The objective of this article is to automatically recognize hand postures from motion capture data to help with the categorization of the hand postures in the HandPak (Potvin, 2024) ergonomics evaluation method.

METHODOLOGY:

In this paper we study the use of motion capture systems to record hand motions, and the use of the random forest (Cutler, Cutler, & Stevens, 2012) machine learning algorithm for classification of motion capture data into categories and subcategories of the HandPak ergonomics evaluation method. We created random forests for the categorization of three different hand postures based on a dataset of more than 10.000 data points.

RESULTS:

The study is ongoing and the results will be added in the full paper.DISCUSSION:The study shows that random forests can be used to classify hand postures based on hand joints angle data, coming from a motion capture system, into subcategories of the HandPak ergonomics evaluation method, without the overfitting issues that decision trees usually present. The study is limited in that it only considers three subcategories in the HandPak ergonomics evaluation method. Other subcategories in HandPak, such as the frequency or duration, present difficulties to be automated without manual input. In addition to that limitation, the training and test data was obtained from two subjects (a male and a female). Adding more subjects to consider variation of postures could improve the accuracy of the random forest model.

CONCLUSIONS:

The use of machine learning for categorization of hand postures enables partial automation of evaluation of criteria in ergonomics evaluation methods of hands such as HandPak (Potvin, 2024) that would otherwise require manual input. Reducing the need of manual input is argued to make the use ergonomics evaluation methods faster and less subjective.

REFERENCES:

Cutler, A., Cutler, D. R., & Stevens, J. R. (2012). Random Forests. In C. Zhang & Y. Ma (Eds.), Ensemble Machine Learning: Methods and Applications (pp. 157–175). New York, NY: Springer.
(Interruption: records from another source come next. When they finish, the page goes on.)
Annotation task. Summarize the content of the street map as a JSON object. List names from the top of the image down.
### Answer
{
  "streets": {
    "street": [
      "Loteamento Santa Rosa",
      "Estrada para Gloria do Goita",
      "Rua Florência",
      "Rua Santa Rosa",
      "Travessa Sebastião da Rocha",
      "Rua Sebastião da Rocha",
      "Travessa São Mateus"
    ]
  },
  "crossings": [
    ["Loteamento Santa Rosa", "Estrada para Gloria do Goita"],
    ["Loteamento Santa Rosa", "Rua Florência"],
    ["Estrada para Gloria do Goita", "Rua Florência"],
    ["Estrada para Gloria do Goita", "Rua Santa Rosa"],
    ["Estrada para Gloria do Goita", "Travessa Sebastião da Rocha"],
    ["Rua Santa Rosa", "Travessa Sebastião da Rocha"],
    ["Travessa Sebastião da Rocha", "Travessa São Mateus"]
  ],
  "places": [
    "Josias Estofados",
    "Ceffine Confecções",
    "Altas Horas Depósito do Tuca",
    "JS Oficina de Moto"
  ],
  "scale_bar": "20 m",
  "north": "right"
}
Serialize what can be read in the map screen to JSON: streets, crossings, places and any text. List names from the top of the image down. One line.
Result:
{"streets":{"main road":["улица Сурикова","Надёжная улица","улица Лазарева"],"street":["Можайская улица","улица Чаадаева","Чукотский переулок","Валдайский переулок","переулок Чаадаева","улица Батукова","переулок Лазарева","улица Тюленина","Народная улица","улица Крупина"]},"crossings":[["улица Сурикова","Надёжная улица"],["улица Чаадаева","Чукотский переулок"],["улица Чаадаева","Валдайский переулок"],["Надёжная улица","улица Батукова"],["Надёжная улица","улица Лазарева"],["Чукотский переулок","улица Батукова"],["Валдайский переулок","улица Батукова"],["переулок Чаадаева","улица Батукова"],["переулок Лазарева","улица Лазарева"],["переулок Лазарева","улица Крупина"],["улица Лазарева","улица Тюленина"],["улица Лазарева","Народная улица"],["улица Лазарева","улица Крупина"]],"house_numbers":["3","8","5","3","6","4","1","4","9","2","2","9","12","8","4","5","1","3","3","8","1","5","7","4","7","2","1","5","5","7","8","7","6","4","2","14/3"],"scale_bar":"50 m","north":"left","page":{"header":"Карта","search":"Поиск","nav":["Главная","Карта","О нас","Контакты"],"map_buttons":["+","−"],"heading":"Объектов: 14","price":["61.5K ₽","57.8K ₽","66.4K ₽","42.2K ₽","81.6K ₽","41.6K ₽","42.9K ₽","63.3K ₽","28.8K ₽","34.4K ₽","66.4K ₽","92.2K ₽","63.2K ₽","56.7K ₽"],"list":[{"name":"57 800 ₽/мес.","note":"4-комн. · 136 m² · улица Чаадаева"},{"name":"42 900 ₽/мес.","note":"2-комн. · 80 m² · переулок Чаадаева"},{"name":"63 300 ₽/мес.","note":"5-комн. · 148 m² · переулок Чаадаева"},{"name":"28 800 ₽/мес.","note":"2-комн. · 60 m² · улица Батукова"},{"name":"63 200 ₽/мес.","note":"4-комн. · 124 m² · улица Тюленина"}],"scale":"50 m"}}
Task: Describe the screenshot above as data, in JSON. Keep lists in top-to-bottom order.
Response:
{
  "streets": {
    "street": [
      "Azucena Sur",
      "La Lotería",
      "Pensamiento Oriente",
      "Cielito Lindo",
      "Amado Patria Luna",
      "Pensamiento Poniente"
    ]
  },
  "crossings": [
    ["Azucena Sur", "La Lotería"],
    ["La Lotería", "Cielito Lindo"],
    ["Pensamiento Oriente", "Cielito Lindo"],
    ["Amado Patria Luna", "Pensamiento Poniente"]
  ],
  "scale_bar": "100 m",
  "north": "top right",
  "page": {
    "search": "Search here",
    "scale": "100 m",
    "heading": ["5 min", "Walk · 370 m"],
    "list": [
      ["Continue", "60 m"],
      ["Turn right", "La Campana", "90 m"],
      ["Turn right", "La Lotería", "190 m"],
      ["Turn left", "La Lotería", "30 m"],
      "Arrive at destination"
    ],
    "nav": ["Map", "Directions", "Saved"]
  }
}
Douwes, M., & de Kraker, H. (2012). HARM overview and its application: Some practical examples. Work (Reading, Mass.), 41 Suppl 1, 4004–4009.

Nyman, T., Rhén, I.-M., Johansson, P. J., Eliasson, K., Kjellberg, K., Lindberg, P., Fan, X., et al. (2023). Reliability and Validity of Six Selected Observational Methods for Risk Assessment of Hand Intensive and Repetitive Work. International Journal of Environmental Research and Public Health, 20(8), 5505.

Potvin, J. R. (2024). HandPak. Retrieved March 11, 2024, from https://potvinbiomechanics.com/handpak/

Rybnikár, F., Kačerová, I., Hořejší, P., & Šimon, M. (2023). Ergonomics Evaluation Using Motion Capture Technology—Literature Review. Applied Sciences, 13(1), 162. Multidisciplinary Digital Publishing Institute.

Takala, E.-P., Pehkonen, I., Forsman, M., Hansson, G.-A., Mathiassen, S. E., Neumann, W. P., Sjøgaard, G., et al. (2010). Systematic evaluation of observational methods assessing biomechanical exposures at work. Scandinavian Journal of Work, Environment & Health, 36(1), 3–24.